_Problem to work on_: Please restate each entry below, word for word.

···

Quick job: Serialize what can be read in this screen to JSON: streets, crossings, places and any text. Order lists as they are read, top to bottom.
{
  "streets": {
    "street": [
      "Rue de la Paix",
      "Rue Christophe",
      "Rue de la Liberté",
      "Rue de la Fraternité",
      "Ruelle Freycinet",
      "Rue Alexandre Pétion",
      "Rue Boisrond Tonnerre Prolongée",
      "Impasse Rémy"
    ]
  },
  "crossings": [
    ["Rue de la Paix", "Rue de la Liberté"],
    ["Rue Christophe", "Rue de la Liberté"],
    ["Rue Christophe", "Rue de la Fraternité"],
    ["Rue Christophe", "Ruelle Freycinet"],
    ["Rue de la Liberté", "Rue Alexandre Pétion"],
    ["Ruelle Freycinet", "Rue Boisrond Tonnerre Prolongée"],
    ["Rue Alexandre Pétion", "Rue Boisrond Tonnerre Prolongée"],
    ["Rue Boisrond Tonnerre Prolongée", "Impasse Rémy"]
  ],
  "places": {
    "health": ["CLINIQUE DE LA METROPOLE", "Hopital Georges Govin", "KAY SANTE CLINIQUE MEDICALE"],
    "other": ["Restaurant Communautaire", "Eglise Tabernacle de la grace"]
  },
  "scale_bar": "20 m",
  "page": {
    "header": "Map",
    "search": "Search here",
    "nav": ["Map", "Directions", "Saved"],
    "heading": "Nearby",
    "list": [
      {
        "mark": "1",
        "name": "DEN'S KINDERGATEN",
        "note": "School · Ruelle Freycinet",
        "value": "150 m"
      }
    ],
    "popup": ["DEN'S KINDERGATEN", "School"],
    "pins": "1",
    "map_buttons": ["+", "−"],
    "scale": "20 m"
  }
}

···

_Answer space_:
Quick job: Serialize what can be read in this screen to JSON: streets, crossings, places and any text. Order lists as they are read, top to bottom.
{
  "streets": {
    "street": [
      "Rue de la Paix",
      "Rue Christophe",
      "Rue de la Liberté",
      "Rue de la Fraternité",
      "Ruelle Freycinet",
      "Rue Alexandre Pétion",
      "Rue Boisrond Tonnerre Prolongée",
      "Impasse Rémy"
    ]
  },
  "crossings": [
    ["Rue de la Paix", "Rue de la Liberté"],
    ["Rue Christophe", "Rue de la Liberté"],
    ["Rue Christophe", "Rue de la Fraternité"],
    ["Rue Christophe", "Ruelle Freycinet"],
    ["Rue de la Liberté", "Rue Alexandre Pétion"],
    ["Ruelle Freycinet", "Rue Boisrond Tonnerre Prolongée"],
    ["Rue Alexandre Pétion", "Rue Boisrond Tonnerre Prolongée"],
    ["Rue Boisrond Tonnerre Prolongée", "Impasse Rémy"]
  ],
  "places": {
    "health": ["CLINIQUE DE LA METROPOLE", "Hopital Georges Govin", "KAY SANTE CLINIQUE MEDICALE"],
    "other": ["Restaurant Communautaire", "Eglise Tabernacle de la grace"]
  },
  "scale_bar": "20 m",
  "page": {
    "header": "Map",
    "search": "Search here",
    "nav": ["Map", "Directions", "Saved"],
    "heading": "Nearby",
    "list": [
      {
        "mark": "1",
        "name": "DEN'S KINDERGATEN",
        "note": "School · Ruelle Freycinet",
        "value": "150 m"
      }
    ],
    "popup": ["DEN'S KINDERGATEN", "School"],
    "pins": "1",
    "map_buttons": ["+", "−"],
    "scale": "20 m"
  }
}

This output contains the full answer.